■ **WHAT THE EXERCISE ASKS**
What must be returned is the number of lines in the records holding the word "they", with no other text.
+++ LISTED RECORDS
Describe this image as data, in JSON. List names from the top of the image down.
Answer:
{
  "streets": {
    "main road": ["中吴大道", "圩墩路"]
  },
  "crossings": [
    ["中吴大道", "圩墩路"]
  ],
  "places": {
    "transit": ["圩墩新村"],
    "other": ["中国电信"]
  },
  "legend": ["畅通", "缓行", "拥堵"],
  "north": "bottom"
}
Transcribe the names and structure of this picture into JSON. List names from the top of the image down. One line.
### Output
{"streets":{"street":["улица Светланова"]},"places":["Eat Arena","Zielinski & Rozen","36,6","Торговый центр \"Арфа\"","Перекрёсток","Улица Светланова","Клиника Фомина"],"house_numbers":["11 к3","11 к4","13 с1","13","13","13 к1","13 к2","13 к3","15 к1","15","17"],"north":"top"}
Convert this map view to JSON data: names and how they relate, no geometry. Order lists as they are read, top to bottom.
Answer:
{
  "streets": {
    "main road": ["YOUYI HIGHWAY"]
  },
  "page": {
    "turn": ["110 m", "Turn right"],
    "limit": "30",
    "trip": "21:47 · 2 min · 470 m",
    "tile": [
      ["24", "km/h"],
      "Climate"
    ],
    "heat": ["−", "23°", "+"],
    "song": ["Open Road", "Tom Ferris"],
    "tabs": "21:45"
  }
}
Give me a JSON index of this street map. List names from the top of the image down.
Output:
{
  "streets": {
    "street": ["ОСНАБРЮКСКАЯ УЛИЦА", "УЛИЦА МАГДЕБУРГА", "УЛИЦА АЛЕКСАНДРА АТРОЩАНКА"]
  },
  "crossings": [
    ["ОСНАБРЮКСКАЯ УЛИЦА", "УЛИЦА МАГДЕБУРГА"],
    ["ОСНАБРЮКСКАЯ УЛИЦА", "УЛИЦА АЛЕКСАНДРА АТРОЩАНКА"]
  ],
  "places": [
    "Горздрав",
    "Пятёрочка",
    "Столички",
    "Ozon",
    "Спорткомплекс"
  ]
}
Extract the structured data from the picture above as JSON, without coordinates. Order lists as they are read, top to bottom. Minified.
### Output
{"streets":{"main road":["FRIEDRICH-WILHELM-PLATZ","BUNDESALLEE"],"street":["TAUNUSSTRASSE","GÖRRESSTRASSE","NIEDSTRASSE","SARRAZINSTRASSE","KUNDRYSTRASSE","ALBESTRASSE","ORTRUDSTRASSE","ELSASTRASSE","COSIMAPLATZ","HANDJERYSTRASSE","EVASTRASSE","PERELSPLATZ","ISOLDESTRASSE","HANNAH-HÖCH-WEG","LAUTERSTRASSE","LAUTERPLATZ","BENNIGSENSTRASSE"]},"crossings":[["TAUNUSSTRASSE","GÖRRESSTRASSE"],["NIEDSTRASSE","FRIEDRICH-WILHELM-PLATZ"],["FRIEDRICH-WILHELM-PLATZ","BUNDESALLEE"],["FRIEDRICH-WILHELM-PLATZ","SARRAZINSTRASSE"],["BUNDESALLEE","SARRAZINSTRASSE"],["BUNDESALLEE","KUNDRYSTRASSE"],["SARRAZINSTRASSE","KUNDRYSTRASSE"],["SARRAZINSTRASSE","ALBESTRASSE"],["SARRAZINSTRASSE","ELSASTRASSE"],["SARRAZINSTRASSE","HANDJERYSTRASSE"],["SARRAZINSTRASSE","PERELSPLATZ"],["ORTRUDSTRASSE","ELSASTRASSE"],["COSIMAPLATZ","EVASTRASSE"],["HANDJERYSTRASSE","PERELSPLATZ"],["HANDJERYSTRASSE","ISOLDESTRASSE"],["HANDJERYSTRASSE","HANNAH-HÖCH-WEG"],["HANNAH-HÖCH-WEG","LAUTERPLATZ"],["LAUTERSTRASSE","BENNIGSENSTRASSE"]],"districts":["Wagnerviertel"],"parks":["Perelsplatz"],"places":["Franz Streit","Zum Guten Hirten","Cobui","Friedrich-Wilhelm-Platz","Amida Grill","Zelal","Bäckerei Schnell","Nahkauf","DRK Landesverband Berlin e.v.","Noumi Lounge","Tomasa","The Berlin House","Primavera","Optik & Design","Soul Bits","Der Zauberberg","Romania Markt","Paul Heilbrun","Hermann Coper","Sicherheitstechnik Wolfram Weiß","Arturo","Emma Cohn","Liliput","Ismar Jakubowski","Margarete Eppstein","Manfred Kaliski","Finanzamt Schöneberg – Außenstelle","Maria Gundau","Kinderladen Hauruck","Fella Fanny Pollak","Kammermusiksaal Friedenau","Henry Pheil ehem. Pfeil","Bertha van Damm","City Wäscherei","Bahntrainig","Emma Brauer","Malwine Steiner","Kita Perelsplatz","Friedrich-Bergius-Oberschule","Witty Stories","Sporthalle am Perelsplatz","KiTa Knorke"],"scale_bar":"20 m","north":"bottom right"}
++++++
■ **FINAL ANSWER**
2